## DIRECTIONS FOR THIS TASK
Please repeat exactly the lines below from the one containing "stroke(water, '#787878', 1);" down to the one containing "stroke(street, '#2b2b2b', 13);", both included, and nothing else.

## DATA EXCERPTS
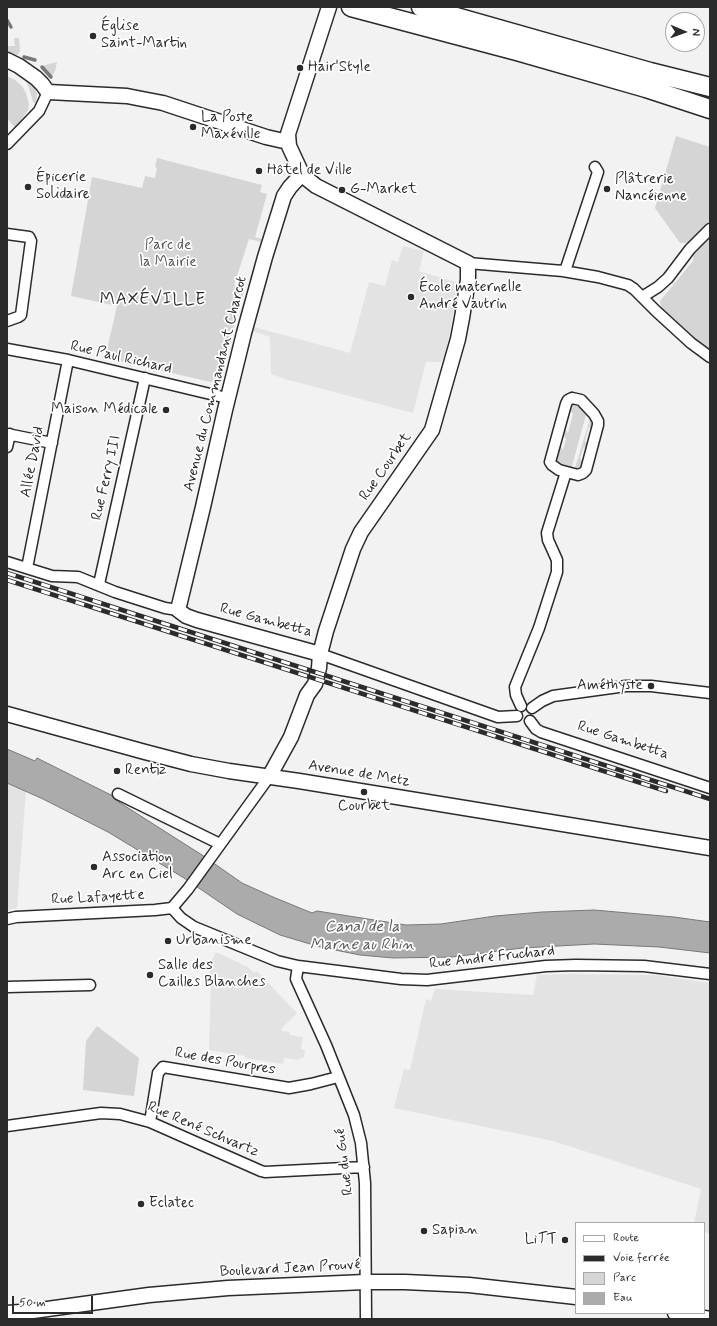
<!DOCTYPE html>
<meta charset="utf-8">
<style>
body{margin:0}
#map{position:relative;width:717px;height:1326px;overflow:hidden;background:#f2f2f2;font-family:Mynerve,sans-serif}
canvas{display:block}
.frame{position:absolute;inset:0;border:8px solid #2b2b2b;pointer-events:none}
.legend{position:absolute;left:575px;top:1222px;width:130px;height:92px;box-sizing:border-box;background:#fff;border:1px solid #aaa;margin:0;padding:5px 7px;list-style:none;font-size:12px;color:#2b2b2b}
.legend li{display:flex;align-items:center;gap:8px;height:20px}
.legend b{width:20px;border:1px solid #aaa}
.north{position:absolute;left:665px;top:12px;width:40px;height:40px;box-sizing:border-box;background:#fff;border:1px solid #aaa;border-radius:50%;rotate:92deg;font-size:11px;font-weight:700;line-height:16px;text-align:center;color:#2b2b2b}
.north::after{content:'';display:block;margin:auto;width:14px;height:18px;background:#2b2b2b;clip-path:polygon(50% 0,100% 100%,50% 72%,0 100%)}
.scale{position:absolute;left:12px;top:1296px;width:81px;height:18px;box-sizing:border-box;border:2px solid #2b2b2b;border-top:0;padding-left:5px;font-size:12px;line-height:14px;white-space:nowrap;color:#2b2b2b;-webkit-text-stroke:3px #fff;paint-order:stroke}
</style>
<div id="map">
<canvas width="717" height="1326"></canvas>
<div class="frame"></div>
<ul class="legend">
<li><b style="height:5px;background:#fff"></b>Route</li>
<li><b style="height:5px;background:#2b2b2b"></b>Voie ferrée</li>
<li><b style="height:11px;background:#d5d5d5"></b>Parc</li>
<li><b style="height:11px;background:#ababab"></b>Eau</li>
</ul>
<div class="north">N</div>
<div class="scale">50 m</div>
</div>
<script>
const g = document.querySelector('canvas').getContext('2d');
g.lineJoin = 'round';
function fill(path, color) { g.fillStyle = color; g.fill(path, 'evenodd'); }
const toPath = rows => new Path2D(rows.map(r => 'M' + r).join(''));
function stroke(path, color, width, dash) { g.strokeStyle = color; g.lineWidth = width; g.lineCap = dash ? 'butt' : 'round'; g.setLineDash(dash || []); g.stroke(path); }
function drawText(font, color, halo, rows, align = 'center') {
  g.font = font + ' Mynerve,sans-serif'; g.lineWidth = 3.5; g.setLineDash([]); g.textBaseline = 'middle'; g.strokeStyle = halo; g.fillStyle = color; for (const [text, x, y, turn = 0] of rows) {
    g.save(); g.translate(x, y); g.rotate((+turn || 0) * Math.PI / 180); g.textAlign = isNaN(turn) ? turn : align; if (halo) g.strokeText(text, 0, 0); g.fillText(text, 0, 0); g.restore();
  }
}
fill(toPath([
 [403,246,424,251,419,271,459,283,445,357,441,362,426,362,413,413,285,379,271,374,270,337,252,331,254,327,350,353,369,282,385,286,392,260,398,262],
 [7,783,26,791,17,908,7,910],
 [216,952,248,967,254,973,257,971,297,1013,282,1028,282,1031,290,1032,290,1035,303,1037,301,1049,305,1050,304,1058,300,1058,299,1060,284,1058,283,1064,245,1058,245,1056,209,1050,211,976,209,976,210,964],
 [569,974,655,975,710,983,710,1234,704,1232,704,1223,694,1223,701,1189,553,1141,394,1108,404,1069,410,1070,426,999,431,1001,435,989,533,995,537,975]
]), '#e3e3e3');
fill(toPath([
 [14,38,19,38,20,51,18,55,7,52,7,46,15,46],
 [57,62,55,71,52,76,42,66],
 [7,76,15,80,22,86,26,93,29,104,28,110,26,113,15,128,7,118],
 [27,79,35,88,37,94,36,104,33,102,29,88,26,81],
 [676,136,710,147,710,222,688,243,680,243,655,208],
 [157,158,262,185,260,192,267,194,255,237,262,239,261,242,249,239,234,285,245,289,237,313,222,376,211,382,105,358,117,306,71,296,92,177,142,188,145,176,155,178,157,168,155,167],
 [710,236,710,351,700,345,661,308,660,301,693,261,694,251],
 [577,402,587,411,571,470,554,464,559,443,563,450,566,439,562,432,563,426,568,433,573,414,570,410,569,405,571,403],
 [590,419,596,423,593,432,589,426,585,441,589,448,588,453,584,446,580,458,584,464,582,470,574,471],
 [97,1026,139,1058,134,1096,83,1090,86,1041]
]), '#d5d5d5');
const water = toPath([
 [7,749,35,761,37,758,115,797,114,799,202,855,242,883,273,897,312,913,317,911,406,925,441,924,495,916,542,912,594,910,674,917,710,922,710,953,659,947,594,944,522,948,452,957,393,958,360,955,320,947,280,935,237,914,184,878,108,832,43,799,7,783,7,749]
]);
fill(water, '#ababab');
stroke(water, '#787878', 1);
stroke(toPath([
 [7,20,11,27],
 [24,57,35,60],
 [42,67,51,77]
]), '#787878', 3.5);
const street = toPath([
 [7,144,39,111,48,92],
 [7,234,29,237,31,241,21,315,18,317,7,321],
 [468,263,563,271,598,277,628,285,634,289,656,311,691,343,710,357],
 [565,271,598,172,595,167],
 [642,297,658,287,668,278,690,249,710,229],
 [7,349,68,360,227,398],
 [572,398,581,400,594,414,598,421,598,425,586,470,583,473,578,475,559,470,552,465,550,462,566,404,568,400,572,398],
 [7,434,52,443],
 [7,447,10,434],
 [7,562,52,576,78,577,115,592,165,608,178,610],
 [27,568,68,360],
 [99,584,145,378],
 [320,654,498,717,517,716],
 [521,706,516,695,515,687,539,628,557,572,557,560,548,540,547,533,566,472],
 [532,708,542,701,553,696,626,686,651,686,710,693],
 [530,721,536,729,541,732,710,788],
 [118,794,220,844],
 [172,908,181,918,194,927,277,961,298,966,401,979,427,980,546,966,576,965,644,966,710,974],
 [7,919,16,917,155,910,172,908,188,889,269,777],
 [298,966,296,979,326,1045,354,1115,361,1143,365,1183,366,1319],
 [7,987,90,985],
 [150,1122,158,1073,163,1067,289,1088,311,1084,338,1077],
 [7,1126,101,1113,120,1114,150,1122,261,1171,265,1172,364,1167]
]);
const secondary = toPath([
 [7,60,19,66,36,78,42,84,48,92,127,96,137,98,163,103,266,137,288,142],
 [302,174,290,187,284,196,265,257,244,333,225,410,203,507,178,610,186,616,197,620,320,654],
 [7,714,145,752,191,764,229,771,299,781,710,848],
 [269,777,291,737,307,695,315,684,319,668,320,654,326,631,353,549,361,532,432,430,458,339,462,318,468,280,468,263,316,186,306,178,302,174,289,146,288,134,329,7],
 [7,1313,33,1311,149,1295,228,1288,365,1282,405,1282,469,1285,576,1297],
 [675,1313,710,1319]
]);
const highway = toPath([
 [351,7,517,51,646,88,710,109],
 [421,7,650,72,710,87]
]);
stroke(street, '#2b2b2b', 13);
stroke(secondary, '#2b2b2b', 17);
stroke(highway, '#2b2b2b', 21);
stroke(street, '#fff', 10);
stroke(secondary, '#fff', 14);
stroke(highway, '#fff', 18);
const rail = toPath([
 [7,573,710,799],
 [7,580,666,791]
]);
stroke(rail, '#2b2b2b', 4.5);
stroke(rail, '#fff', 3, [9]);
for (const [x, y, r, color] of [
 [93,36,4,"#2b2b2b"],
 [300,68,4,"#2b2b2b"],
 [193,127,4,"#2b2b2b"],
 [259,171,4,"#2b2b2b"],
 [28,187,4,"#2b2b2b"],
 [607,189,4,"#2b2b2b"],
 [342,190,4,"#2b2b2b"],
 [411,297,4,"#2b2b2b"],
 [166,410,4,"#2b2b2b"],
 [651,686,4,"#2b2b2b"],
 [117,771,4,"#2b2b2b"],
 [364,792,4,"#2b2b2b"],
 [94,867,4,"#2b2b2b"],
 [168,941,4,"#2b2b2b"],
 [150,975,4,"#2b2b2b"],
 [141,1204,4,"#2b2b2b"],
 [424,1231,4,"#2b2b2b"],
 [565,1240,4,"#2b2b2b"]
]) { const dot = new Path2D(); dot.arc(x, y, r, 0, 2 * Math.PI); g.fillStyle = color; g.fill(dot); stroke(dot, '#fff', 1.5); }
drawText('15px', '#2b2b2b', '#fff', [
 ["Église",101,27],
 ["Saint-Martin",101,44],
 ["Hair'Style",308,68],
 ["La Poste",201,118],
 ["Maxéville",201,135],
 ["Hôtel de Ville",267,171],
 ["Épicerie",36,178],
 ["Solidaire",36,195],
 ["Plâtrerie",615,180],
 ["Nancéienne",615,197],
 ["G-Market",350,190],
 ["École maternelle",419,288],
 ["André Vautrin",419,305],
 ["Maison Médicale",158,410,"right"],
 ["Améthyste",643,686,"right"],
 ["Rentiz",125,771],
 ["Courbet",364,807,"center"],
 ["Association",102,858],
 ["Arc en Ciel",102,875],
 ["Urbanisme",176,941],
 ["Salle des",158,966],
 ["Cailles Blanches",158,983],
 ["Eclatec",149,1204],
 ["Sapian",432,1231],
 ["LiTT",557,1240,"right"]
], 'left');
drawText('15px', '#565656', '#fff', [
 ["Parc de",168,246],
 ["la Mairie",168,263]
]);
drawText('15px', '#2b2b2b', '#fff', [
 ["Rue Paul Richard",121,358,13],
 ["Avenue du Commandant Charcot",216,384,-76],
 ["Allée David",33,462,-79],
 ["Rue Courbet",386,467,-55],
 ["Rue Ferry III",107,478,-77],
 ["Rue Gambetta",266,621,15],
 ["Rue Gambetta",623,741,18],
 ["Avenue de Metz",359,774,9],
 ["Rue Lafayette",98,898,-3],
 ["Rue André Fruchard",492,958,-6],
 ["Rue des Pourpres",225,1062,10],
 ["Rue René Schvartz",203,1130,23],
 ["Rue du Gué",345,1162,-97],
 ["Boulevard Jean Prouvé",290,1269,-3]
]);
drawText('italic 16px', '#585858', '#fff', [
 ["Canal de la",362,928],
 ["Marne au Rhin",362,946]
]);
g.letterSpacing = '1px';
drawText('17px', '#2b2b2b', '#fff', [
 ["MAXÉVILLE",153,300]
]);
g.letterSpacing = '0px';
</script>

## TASK SOLUTION
stroke(water, '#787878', 1);
stroke(toPath([
 [7,20,11,27],
 [24,57,35,60],
 [42,67,51,77]
]), '#787878', 3.5);
const street = toPath([
 [7,144,39,111,48,92],
 [7,234,29,237,31,241,21,315,18,317,7,321],
 [468,263,563,271,598,277,628,285,634,289,656,311,691,343,710,357],
 [565,271,598,172,595,167],
 [642,297,658,287,668,278,690,249,710,229],
 [7,349,68,360,227,398],
 [572,398,581,400,594,414,598,421,598,425,586,470,583,473,578,475,559,470,552,465,550,462,566,404,568,400,572,398],
 [7,434,52,443],
 [7,447,10,434],
 [7,562,52,576,78,577,115,592,165,608,178,610],
 [27,568,68,360],
 [99,584,145,378],
 [320,654,498,717,517,716],
 [521,706,516,695,515,687,539,628,557,572,557,560,548,540,547,533,566,472],
 [532,708,542,701,553,696,626,686,651,686,710,693],
 [530,721,536,729,541,732,710,788],
 [118,794,220,844],
 [172,908,181,918,194,927,277,961,298,966,401,979,427,980,546,966,576,965,644,966,710,974],
 [7,919,16,917,155,910,172,908,188,889,269,777],
 [298,966,296,979,326,1045,354,1115,361,1143,365,1183,366,1319],
 [7,987,90,985],
 [150,1122,158,1073,163,1067,289,1088,311,1084,338,1077],
 [7,1126,101,1113,120,1114,150,1122,261,1171,265,1172,364,1167]
]);
const secondary = toPath([
 [7,60,19,66,36,78,42,84,48,92,127,96,137,98,163,103,266,137,288,142],
 [302,174,290,187,284,196,265,257,244,333,225,410,203,507,178,610,186,616,197,620,320,654],
 [7,714,145,752,191,764,229,771,299,781,710,848],
 [269,777,291,737,307,695,315,684,319,668,320,654,326,631,353,549,361,532,432,430,458,339,462,318,468,280,468,263,316,186,306,178,302,174,289,146,288,134,329,7],
 [7,1313,33,1311,149,1295,228,1288,365,1282,405,1282,469,1285,576,1297],
 [675,1313,710,1319]
]);
const highway = toPath([
 [351,7,517,51,646,88,710,109],
 [421,7,650,72,710,87]
]);
stroke(street, '#2b2b2b', 13);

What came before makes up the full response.